Bamban Mayor Alice L. Guo’s ongoing hearing has produced more questions than answers. The senators grilling the embattled mayor have committed errors in their questioning, jumped to conclusions based only on a single term, or made generalizations. So let’s address some of these observed holes in the ongoing drama in the Senate.
While it is true that the late registration of Mayor Guo’s birth, the inconsistencies in her family’s birth records, plus the absence of any records for her parents, do raise alarm bells, these are not unique to Mayor Guo. Many records do not always have the most accurate of information, with inconsistencies ranging from the spelling of names to dates of vital events.
Many are unaware that mandatory civil registration in the Philippines started only in 1930. While civil registration wasn’t a priority for the Spaniards, the Catholic Church did document baptisms, confirmations, marriages, and burials of their parishioners, making these our primary sources from that period. The Americans mandated that civil registers be maintained and that municipal secretaries be required to submit reports to the Bureau of Archives, marking the beginning of the centralization of civil registration.
Republic Act 3753 (Civil Registry Law), which took effect on February 27, 1931, established a civil register to record everything concerning the civil status of individuals. While most towns started implementing mandatory registration of vital events in their jurisdiction, it wasn’t until August 19, 1940 that the Bureau of Census and Statistics was created and that most registrations began to be recorded.

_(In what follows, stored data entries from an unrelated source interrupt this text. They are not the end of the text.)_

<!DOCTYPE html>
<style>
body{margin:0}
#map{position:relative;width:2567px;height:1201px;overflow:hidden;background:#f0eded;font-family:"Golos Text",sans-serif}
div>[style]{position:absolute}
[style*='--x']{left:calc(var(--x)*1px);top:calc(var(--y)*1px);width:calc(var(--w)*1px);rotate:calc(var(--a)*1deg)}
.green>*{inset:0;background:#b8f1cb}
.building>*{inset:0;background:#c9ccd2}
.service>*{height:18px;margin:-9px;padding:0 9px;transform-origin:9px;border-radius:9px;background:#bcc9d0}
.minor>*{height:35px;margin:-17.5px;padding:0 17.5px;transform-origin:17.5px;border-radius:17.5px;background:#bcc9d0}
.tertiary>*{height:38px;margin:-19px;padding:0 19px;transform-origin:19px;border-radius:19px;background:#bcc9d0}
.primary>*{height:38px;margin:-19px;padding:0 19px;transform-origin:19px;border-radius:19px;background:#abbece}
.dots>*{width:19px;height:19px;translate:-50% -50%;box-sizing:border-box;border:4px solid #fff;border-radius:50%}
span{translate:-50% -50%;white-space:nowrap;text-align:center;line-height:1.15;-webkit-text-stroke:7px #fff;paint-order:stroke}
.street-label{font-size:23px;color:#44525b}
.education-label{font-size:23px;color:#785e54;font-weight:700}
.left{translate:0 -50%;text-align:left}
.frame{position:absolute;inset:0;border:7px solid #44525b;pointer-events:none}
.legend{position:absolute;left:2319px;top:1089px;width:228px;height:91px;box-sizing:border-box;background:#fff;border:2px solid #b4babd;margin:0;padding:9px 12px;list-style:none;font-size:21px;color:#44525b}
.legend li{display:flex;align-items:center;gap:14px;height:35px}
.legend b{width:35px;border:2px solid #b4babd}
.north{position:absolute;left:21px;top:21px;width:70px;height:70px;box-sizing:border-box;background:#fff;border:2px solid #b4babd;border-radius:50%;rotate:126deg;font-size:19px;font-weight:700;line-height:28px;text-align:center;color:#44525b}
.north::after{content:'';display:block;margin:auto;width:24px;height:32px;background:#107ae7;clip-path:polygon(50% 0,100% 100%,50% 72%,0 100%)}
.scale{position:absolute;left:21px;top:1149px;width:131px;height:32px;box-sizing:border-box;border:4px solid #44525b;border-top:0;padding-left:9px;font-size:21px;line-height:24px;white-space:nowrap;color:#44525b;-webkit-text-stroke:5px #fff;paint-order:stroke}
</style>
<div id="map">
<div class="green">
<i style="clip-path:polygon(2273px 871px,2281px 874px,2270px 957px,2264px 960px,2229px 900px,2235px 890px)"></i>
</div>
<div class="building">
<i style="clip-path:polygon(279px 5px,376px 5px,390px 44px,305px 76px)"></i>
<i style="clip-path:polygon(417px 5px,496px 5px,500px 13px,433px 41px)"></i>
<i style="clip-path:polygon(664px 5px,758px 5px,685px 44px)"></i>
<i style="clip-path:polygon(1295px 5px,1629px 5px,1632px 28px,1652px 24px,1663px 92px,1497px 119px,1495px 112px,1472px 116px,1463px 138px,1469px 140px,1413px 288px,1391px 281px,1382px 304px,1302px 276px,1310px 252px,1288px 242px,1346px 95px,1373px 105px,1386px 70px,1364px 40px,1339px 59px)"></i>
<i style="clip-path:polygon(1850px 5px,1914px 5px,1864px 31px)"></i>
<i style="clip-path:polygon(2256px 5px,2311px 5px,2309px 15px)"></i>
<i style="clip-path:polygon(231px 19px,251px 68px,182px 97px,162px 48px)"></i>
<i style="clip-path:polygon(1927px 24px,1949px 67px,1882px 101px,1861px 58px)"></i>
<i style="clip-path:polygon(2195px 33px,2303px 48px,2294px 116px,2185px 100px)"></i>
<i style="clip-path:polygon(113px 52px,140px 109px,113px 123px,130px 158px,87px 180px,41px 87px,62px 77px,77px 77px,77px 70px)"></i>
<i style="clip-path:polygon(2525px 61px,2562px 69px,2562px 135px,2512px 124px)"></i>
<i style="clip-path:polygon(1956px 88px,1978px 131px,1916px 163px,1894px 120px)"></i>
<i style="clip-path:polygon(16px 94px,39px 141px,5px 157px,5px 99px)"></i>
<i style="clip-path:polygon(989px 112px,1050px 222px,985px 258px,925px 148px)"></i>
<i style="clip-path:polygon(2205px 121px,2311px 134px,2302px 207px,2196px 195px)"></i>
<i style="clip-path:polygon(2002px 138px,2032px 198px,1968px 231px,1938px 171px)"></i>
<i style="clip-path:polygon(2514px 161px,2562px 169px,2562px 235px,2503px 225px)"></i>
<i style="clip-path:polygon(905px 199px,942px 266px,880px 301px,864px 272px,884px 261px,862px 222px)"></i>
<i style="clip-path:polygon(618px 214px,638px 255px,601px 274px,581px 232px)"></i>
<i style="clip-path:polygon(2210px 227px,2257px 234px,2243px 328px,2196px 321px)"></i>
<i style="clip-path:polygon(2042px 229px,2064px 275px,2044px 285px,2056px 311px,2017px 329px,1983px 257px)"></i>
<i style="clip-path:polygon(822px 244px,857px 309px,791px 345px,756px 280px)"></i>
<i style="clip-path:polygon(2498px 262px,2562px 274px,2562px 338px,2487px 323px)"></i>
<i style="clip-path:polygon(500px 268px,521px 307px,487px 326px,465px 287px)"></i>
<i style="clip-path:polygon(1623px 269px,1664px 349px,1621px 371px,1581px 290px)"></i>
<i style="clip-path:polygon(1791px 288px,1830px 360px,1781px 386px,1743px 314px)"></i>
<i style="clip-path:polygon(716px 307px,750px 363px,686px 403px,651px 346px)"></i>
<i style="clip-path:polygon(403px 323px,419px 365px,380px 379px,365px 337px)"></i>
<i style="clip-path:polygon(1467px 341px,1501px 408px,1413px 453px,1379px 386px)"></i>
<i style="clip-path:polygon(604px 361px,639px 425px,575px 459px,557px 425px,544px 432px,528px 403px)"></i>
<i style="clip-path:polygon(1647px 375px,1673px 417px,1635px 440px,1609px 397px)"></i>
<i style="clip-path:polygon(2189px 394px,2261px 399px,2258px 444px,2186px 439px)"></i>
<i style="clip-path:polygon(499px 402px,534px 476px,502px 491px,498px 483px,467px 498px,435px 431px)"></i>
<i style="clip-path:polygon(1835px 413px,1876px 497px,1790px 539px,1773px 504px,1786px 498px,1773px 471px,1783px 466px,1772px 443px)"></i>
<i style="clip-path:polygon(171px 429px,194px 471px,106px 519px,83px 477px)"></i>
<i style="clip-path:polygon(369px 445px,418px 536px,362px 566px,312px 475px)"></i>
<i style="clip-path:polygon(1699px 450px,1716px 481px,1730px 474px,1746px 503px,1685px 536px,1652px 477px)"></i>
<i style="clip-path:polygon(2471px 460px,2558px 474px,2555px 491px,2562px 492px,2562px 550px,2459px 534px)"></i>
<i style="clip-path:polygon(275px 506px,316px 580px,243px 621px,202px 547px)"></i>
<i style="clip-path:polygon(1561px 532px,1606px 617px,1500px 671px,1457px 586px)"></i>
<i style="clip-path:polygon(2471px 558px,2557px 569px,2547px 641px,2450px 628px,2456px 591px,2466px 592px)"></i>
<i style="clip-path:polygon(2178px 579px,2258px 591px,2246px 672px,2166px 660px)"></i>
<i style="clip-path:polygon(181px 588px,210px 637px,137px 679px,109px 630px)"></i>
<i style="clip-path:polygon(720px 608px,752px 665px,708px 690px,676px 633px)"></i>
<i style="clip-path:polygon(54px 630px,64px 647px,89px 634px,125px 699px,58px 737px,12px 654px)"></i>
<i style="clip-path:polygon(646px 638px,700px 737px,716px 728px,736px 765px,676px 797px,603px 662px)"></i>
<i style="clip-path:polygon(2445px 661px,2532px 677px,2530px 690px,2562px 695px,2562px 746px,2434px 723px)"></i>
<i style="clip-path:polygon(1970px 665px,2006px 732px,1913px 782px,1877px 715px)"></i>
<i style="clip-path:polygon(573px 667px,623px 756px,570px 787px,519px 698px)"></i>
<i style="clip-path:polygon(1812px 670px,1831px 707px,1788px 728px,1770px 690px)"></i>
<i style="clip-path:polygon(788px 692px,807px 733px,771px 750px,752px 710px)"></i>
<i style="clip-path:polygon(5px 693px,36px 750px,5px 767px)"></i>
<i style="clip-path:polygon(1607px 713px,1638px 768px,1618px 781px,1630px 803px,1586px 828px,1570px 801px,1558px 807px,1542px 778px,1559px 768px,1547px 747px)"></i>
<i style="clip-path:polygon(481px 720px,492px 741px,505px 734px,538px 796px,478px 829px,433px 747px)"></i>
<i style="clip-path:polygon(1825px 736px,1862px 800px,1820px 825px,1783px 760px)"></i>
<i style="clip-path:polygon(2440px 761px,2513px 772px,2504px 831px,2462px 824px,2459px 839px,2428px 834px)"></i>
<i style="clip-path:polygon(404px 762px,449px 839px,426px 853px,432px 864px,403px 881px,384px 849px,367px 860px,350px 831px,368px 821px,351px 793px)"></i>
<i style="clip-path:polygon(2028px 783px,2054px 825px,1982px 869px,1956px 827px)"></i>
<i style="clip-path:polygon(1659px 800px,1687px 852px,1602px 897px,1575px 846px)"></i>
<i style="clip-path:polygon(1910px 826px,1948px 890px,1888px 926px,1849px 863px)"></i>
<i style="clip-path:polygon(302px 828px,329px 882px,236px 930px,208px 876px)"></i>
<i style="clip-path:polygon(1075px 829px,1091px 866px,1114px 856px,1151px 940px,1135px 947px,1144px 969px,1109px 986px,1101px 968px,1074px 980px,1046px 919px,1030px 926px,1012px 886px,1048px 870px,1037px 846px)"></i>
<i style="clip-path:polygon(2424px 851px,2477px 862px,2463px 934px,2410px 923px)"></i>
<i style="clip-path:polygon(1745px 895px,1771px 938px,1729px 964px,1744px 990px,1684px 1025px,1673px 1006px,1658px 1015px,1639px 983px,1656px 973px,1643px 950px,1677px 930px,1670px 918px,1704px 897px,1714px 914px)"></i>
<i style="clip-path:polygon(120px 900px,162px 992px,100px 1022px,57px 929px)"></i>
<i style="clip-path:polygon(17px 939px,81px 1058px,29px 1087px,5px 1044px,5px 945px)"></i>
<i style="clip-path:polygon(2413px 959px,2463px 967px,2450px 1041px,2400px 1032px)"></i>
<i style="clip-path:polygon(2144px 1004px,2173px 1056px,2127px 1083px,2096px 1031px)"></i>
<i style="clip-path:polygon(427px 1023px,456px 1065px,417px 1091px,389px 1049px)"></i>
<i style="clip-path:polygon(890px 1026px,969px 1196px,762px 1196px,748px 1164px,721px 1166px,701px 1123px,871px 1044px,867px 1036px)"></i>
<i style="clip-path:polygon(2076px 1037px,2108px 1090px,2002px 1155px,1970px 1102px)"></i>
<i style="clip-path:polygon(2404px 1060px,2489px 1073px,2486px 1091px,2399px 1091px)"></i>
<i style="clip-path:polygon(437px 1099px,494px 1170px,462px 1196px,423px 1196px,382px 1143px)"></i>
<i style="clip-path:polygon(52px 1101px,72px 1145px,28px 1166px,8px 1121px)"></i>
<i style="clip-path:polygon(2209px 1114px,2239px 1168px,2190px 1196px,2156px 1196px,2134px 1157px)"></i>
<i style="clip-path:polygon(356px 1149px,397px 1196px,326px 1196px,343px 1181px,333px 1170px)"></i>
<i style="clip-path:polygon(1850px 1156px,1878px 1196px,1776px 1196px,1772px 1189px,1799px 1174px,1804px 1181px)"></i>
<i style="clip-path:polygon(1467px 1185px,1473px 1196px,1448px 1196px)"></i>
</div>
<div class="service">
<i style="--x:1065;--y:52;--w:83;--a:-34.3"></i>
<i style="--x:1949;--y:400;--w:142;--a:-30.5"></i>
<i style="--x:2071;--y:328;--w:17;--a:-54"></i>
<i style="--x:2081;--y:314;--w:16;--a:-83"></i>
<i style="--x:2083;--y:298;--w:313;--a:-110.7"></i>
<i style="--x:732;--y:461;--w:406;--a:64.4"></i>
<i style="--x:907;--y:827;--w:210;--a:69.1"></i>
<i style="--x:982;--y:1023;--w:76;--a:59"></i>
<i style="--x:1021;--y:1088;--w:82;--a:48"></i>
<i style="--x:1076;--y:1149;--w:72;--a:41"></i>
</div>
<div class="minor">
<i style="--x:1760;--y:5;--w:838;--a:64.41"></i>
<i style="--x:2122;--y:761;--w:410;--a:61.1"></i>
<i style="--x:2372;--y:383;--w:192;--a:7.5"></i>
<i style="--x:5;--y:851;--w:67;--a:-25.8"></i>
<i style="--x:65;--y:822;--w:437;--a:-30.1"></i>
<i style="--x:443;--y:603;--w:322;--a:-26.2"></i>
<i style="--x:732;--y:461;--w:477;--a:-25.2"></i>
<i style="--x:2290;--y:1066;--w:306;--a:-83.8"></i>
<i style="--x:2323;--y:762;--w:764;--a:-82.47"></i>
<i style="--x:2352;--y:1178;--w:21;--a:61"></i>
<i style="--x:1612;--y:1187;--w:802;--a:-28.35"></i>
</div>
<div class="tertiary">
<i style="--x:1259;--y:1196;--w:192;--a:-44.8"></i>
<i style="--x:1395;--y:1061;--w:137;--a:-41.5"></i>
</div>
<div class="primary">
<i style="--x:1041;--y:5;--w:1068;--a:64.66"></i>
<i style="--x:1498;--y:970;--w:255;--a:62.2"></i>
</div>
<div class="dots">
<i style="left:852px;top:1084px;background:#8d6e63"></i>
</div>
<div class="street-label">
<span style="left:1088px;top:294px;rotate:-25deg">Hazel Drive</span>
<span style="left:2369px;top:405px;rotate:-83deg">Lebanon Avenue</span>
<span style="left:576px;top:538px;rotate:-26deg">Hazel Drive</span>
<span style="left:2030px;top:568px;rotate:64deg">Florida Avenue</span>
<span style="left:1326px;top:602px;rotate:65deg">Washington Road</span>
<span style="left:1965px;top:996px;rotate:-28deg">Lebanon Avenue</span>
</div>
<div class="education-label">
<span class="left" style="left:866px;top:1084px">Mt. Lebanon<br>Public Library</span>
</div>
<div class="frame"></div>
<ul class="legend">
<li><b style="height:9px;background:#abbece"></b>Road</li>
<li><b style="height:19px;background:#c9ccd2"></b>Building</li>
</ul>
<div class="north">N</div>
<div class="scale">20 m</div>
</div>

Over the years, records continue to be incomplete and unregistered. During American colonization, families in far-flung areas refused or forgot to register births. In 1975, President Ferdinand Marcos was alarmed at the incidence of non-registration of births after official findings indicated that every year, 25% to 40% of births and deaths were never recorded. In 2020, the PSA observed continued non-reporting of births, estimating that 2 in 10 children were not registered at birth. They also discovered that many senior citizens only registered very recently or only acquired a copy of their birth record recently. By 2022, an estimated 127,919 were only registered 30 days (or more) after birth.
Mayor Alice Guo claimed she was the maid’s daughter, this was the reason why she was unable to elaborate on her family life. Her lawyer also stressed that her birth certificate (and those of her siblings) pointed to her mother being a maid as her occupation was “housekeeper”. Just because the mother’s occupation is housekeeper, this doesn’t mean maid automatically. Philippine birth certificates used (and continue to use) the terms housewife and housekeeper to indicate the occupation of women who did not have formal jobs and these terms were interchanged. There was no rhyme or reason when a particular term was applied. For instance, several prominent families in Manila had the occupation housekeeper for the mothers, such as the birth record of former first lady Imelda Marcos, whose mother is listed as a “housekeeper” in her birth certificate. Though housekeeper does refer to “one who is paid to take care of another’s house”, in Philippine context they do not always mean “maid”.
Everyone should understand how civil records developed to truly grasp the meaning of terminologies used and what certain deviations from the normal means. A delayed registration is not automatically suspicious. Erroneous and inconsistent dates do not necessarily mean evidence of a crime. And, not finding one’s birth record in the PSA is not immediately a sign that such person does not exist.
Millions of births continue to be registered late, some for as short as days to sometimes years. These are realities in our country. Also, perhaps to earn people’s sympathy, claiming that one’s mother was in fact a maid because one’s birth certificate says her occupation was ‘housekeeper’ is erroneous. This fixation on birth certificates has just further muddled the issue.